Items from a data source:
......
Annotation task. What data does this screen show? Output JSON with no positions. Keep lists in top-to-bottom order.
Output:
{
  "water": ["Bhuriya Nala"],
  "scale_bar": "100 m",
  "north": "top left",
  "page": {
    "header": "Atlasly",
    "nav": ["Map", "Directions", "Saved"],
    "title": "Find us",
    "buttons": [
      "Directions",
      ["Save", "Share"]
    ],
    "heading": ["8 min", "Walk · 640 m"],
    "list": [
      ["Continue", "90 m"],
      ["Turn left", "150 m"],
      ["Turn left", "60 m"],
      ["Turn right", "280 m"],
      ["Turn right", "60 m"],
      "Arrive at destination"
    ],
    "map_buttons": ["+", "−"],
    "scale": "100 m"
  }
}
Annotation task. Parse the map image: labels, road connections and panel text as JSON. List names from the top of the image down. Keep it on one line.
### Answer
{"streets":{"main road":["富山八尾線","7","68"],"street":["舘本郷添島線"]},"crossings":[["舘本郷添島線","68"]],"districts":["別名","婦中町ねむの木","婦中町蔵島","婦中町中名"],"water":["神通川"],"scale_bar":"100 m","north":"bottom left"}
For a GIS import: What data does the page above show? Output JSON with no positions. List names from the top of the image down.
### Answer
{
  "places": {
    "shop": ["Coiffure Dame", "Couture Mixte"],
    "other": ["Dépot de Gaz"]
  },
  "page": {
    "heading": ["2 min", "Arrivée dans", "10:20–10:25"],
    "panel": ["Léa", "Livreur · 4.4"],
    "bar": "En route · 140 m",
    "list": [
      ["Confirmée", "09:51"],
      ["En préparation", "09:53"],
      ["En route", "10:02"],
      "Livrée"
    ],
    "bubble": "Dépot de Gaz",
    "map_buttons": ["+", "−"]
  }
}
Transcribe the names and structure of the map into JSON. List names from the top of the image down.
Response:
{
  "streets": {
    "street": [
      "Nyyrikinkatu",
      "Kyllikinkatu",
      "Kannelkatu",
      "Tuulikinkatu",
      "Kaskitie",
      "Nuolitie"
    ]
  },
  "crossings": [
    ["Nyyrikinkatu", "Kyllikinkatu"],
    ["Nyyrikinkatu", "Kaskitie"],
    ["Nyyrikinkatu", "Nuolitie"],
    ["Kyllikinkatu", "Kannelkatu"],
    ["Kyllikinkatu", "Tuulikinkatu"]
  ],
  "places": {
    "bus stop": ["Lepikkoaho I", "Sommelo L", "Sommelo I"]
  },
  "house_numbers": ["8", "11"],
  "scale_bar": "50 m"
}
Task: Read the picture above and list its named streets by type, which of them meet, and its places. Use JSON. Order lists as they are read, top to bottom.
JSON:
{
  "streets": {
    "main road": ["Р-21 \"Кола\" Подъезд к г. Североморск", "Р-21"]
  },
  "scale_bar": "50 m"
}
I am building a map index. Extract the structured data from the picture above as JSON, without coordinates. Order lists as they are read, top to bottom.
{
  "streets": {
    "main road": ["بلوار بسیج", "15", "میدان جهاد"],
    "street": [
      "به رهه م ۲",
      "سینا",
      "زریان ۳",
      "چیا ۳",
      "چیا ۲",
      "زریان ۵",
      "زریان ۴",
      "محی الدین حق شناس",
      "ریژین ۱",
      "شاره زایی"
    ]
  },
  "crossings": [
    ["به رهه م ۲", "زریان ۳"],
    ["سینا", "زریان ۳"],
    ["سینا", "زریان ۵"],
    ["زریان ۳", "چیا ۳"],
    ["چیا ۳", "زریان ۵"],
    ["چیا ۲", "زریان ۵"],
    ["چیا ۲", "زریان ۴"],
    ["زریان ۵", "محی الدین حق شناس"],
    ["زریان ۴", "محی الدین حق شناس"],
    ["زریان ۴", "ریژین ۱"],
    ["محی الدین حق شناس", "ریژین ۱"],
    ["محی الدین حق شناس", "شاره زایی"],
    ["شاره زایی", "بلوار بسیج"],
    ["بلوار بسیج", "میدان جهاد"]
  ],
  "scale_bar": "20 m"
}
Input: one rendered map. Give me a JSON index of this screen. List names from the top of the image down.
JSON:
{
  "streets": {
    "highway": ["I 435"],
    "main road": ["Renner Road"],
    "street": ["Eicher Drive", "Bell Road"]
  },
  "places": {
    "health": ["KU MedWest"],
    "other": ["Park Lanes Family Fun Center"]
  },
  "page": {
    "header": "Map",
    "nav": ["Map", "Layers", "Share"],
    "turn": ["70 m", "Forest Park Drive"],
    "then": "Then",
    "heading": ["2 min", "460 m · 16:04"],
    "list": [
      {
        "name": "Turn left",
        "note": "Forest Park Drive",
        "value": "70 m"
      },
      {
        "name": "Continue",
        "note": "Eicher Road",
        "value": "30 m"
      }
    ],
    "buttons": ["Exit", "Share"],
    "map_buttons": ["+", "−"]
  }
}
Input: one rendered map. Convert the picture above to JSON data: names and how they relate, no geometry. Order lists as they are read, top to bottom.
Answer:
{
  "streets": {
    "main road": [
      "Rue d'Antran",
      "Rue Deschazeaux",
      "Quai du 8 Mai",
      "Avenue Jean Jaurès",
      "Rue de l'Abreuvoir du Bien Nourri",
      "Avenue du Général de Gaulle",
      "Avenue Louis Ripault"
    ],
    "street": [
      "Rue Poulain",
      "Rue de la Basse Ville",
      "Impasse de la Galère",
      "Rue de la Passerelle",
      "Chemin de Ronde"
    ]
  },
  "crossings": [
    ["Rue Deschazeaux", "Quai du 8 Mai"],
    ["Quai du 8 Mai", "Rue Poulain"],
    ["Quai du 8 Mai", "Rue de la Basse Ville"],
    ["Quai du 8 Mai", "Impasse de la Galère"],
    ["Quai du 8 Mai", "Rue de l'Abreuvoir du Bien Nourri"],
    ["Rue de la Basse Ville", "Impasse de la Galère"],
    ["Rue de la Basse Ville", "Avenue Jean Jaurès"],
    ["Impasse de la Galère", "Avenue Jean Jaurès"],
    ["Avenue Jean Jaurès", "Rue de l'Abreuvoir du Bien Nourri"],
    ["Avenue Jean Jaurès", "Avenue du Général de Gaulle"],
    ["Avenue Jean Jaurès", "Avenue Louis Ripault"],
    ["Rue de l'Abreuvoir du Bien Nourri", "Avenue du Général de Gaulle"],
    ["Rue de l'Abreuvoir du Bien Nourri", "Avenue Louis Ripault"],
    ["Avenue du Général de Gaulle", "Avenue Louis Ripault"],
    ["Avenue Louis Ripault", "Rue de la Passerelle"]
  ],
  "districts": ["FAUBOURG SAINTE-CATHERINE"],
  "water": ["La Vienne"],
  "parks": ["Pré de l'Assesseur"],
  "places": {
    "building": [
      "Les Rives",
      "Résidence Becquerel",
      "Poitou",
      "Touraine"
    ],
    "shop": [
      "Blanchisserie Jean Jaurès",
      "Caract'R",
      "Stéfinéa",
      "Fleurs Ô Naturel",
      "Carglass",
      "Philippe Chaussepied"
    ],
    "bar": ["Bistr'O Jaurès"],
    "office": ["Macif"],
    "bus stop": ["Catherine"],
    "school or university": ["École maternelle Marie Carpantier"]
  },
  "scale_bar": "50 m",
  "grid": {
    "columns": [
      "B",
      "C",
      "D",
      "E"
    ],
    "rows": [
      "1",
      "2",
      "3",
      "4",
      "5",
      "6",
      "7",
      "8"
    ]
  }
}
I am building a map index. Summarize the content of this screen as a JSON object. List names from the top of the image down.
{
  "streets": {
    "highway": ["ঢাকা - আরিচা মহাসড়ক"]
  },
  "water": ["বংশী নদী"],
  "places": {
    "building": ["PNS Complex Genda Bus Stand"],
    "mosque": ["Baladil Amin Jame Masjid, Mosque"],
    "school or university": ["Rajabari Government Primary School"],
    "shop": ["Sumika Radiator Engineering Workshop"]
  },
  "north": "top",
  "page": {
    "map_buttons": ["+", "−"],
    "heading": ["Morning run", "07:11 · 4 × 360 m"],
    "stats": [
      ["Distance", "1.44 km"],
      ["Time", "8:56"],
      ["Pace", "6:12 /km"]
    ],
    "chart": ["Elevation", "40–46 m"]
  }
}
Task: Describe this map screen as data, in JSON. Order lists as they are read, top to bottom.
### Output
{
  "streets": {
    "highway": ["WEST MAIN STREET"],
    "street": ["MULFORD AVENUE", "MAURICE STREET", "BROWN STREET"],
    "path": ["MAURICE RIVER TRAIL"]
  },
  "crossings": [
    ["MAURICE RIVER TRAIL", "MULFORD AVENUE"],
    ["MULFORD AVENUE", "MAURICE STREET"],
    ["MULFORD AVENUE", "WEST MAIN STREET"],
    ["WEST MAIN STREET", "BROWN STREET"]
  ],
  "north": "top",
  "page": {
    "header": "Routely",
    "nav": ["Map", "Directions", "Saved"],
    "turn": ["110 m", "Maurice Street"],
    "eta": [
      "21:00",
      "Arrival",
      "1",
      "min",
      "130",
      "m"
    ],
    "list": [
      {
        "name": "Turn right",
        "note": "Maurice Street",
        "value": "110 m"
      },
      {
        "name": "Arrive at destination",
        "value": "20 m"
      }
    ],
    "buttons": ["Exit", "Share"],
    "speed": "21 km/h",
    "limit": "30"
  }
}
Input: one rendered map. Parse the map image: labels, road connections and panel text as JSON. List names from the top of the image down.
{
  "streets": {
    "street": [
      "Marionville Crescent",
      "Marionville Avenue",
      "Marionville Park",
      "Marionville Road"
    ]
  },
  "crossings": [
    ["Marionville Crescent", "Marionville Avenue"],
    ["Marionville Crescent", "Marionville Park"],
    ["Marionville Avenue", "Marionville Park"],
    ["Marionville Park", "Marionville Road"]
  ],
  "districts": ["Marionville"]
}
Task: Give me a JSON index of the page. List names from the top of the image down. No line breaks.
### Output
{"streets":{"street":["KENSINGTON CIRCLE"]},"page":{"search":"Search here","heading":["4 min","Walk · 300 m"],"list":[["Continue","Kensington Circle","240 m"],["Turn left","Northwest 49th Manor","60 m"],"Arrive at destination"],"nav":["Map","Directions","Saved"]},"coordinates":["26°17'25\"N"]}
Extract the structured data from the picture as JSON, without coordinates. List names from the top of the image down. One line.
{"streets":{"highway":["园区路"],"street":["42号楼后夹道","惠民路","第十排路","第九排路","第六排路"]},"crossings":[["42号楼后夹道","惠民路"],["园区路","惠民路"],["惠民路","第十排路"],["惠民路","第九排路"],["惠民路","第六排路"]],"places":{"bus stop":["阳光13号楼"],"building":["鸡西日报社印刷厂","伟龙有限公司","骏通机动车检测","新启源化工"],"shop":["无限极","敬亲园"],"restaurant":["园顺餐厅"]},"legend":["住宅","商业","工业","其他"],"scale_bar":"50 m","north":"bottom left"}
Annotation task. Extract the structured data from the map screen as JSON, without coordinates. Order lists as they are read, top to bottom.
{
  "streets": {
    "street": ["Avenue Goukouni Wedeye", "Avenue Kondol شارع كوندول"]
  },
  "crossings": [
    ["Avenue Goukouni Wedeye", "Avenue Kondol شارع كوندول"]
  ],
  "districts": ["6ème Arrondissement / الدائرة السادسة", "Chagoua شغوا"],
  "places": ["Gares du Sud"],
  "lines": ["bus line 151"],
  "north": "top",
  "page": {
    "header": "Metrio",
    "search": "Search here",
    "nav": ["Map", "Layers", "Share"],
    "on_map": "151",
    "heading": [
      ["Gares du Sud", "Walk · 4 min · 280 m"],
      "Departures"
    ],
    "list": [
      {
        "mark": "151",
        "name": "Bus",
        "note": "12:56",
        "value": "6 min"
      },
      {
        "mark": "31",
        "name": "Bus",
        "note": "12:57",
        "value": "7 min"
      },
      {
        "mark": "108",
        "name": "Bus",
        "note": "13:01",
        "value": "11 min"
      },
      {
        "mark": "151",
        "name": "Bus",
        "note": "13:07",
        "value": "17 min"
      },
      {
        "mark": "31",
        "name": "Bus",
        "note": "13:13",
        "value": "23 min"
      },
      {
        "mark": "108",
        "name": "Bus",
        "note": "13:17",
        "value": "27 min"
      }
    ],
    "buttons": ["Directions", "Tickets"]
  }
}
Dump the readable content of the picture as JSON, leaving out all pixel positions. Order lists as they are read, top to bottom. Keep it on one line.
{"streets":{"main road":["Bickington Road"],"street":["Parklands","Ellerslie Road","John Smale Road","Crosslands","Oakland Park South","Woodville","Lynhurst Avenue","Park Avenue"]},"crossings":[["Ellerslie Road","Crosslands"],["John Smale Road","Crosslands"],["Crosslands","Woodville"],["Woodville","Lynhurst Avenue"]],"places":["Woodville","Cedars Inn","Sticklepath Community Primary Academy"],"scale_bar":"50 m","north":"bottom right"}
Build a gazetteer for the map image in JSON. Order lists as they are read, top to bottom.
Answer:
......
Pull every line containing the word "show" out of the entries above.

Annotation task. What data does this screen show? Output JSON with no positions. Keep lists in top-to-bottom order.
For a GIS import: What data does the page above show? Output JSON with no positions. List names from the top of the image down.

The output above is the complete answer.